Maximum Bitrate for AC3 Audio?

[Tolwyn]

Is there one?
I encoded a DVD with a 300+ bps AC3 stream, and my DVD player was hit/miss on detecting the DVD in the drive.

When I encoded at 224kbps, both DVDs (I always make two) worked okay.

Coincidence, or is there a limit?

PS: The combined bit rate did not exceed the DVD max bitrate of ~9000kbps.

[yoda313]

Hi,

448 is the max dolby digital bitrate.

Kevin

[Tolwyn]

It was definately under 400. 368 maybe?

[BJ_M]

Hi,

448 is the max dolby digital bitrate.

Kevin

wrong
640 is the max bit rate , 448 is the max suggested bit rate for dvds

[yoda313]

Hi,

448 is the max dolby digital bitrate.

Kevin

wrong
640 is the max bit rate , 448 is the max suggested bit rate for dvds

Hi,

Really??? I've only ever seen 448. Where would 640 be use? On a computer harddrive?

Kevin

[BJ_M]

640 is used in many hardware based devices for fixed system playback for themed entertainment and some cinema .. Like the alcorn mcbride DVMHD
Though D-Cinema's QuVis systems uses uncompressed (up to) 12 channel PCM .. or outboard DTS in some cases.

[MovingParts]

I was told not to digg out old threads, but I feel ashamed opening a new thread for tiny questions and that over and over again one evening. So here is what I am concerned.

Avidemux 2.6.6 offers only max 448kbps, I was under the impression that one should use a max. of 384kbps, because every player could handle that and it could cause problems, when using higher bitrates. There are several sites that mention 384kbps as the maximum.
This http://www.gromkov.com/faq/general/dvd_audio_formats.html is not the only one.

[smitbret]

I was told not to digg out old threads, but I feel ashamed opening a new thread for tiny questions and that over and over again one evening. So here is what I am concerned.

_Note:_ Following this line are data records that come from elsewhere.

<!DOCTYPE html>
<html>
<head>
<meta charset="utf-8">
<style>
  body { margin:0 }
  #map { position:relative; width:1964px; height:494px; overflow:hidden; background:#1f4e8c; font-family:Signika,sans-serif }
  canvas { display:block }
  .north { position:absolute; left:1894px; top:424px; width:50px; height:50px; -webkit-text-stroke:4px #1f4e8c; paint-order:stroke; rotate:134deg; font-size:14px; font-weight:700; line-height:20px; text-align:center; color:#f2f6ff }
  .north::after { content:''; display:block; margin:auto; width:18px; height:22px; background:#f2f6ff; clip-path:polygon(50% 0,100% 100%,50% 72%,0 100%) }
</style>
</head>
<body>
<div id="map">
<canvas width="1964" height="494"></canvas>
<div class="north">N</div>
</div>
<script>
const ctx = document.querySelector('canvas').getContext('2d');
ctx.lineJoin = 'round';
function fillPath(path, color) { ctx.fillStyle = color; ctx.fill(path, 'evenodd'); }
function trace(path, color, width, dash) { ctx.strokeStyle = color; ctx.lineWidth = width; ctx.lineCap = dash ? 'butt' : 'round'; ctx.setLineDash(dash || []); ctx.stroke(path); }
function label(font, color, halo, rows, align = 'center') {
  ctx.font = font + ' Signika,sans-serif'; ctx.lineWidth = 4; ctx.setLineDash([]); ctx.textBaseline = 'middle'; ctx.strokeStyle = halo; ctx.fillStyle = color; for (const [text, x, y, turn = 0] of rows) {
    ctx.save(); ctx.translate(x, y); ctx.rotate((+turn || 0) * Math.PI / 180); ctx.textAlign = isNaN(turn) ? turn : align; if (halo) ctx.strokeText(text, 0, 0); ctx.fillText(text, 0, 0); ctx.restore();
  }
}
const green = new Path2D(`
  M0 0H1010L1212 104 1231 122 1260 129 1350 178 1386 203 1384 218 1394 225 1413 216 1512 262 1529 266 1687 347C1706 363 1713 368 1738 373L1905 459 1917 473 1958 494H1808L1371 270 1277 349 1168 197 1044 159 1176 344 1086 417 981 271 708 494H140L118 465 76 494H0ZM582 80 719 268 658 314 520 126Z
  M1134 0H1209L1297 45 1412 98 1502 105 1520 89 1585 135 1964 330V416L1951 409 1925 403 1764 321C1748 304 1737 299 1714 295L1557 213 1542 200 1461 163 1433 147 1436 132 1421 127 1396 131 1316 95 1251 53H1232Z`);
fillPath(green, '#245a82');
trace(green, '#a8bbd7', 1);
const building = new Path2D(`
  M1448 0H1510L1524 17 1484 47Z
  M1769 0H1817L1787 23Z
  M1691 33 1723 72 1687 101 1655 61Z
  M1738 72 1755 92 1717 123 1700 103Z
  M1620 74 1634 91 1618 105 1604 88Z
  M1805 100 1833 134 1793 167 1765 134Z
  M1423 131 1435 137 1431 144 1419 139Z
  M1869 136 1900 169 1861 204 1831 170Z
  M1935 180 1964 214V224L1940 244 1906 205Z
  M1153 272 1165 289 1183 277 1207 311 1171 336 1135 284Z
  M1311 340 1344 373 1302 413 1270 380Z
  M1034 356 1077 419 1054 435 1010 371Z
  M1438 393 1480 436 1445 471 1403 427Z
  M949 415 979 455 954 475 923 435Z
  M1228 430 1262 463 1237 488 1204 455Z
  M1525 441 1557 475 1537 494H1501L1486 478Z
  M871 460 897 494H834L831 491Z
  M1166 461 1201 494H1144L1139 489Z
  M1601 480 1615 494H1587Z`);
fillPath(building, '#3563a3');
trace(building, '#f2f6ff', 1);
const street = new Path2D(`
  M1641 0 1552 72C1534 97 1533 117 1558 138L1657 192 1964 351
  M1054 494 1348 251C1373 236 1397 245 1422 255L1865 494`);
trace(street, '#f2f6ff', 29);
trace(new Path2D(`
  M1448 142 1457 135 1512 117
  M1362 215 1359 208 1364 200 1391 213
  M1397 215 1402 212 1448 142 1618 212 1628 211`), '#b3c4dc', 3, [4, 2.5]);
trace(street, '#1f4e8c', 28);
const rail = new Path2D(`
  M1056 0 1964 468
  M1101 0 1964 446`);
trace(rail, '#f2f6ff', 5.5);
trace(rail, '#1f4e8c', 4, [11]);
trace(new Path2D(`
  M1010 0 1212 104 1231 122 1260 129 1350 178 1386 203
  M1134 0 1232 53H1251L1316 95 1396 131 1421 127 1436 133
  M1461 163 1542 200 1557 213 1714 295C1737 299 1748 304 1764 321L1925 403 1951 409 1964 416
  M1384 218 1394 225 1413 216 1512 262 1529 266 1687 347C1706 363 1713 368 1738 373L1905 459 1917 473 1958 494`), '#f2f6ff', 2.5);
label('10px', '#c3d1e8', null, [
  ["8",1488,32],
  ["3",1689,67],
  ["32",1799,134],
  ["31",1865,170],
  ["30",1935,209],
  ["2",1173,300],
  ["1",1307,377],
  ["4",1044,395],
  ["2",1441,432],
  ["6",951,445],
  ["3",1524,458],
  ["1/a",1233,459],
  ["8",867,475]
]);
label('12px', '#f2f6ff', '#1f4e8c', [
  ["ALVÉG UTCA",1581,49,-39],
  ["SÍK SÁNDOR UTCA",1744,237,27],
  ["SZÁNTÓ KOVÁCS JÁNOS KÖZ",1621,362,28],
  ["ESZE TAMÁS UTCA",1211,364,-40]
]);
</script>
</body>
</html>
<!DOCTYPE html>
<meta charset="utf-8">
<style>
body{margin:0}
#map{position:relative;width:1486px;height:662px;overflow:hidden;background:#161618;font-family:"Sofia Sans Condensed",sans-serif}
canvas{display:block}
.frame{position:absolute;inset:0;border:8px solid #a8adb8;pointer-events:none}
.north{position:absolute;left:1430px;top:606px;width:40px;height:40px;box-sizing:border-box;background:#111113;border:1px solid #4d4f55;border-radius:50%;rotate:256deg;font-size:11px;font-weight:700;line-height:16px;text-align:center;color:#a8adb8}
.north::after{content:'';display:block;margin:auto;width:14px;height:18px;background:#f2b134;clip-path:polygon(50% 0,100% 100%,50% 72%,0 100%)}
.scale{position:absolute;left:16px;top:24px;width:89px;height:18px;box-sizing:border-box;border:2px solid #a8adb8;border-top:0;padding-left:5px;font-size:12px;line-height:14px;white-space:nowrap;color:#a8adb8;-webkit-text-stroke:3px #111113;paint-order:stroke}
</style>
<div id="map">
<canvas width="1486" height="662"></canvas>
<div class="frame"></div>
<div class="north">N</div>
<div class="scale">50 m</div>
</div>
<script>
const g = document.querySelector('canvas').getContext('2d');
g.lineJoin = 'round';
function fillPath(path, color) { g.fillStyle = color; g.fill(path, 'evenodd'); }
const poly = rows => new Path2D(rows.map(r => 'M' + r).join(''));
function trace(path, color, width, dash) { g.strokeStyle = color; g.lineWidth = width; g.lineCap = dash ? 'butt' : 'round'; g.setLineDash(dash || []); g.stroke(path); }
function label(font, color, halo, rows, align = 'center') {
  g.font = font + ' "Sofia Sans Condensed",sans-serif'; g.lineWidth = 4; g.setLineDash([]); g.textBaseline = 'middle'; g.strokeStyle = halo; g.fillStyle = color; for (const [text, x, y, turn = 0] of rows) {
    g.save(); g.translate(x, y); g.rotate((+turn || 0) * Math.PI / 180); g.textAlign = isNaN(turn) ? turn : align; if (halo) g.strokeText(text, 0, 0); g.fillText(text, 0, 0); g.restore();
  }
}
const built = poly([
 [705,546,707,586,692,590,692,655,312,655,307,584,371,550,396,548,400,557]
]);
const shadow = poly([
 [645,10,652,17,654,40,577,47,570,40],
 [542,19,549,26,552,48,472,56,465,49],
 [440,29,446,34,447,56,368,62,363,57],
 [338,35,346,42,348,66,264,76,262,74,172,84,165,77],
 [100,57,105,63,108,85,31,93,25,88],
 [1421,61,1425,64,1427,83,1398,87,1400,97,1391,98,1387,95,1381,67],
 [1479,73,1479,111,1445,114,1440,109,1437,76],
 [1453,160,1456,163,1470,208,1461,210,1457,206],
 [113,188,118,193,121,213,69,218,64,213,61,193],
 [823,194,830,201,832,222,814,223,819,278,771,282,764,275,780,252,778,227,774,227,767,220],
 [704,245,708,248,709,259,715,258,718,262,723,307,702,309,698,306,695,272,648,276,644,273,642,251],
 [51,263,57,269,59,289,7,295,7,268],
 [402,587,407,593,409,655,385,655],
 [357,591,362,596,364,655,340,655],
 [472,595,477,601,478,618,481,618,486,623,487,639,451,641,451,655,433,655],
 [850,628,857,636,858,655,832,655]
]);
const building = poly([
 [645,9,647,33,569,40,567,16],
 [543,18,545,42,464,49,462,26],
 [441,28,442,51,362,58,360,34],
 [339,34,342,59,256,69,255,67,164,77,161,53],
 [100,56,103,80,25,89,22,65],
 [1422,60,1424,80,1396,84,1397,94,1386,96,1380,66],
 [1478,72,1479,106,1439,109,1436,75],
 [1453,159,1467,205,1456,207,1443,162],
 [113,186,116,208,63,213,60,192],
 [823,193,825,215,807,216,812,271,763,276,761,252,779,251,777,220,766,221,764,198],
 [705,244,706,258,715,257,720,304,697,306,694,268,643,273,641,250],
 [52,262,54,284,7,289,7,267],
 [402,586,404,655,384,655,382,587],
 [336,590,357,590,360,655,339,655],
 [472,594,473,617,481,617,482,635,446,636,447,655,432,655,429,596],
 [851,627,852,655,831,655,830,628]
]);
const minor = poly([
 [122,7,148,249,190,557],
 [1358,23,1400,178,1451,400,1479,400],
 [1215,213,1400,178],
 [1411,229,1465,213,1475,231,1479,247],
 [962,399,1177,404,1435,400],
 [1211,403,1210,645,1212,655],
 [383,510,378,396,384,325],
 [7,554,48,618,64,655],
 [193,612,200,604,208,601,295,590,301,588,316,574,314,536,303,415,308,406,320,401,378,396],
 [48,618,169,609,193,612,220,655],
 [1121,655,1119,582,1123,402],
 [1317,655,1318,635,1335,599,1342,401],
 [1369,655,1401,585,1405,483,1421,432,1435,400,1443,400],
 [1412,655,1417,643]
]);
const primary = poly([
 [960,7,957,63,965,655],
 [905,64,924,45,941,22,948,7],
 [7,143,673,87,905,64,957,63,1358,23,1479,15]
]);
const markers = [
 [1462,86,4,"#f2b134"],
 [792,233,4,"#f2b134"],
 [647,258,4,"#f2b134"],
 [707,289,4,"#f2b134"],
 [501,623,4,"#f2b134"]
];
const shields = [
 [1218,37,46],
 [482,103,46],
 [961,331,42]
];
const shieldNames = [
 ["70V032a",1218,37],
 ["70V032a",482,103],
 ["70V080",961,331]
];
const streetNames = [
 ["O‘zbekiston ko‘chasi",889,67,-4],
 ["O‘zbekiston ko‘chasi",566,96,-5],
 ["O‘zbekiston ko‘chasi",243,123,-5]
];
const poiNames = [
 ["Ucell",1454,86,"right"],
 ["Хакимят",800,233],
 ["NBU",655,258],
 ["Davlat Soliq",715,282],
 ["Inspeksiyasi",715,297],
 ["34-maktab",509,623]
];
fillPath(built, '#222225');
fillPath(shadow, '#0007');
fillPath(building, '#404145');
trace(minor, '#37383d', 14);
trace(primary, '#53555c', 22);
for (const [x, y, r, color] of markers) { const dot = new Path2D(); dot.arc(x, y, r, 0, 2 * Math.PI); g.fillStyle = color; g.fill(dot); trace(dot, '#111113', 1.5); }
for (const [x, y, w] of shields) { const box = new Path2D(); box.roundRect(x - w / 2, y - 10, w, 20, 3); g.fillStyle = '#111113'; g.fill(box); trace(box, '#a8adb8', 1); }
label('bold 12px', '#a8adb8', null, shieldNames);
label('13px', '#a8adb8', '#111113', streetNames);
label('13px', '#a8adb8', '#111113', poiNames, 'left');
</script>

Avidemux 2.6.6 offers only max 448kbps, I was under the impression that one should use a max. of 384kbps, because every player could handle that and it could cause problems, when using higher bitrates. There are several sites that mention 384kbps as the maximum.
This http://www.gromkov.com/faq/general/dvd_audio_formats.html is not the only one.

Any player that adheres to DVD standards must support a Dolby Digital bitrate up to 448kbps.

[El Heggunte]

@MovingParts:
448kbps is the maximum bitrate allowed for DVD-Video.
640kbps is the maximum value allowed for Blu-Ray authoring, and by the specs themselves as well.
Speaking in general, 384kbps gives too low quality for 5.1 audio.
In fact, even 448kbps can be "not good enough" for 5.1 audio,
depending on the source, on the equipment used, and on the listener's ears as well.

[MovingParts]

In fact, even 448kbps can be "not good enough" for 5.1 audio,
depending on the source, on the equipment used, and on the listener's ears as well.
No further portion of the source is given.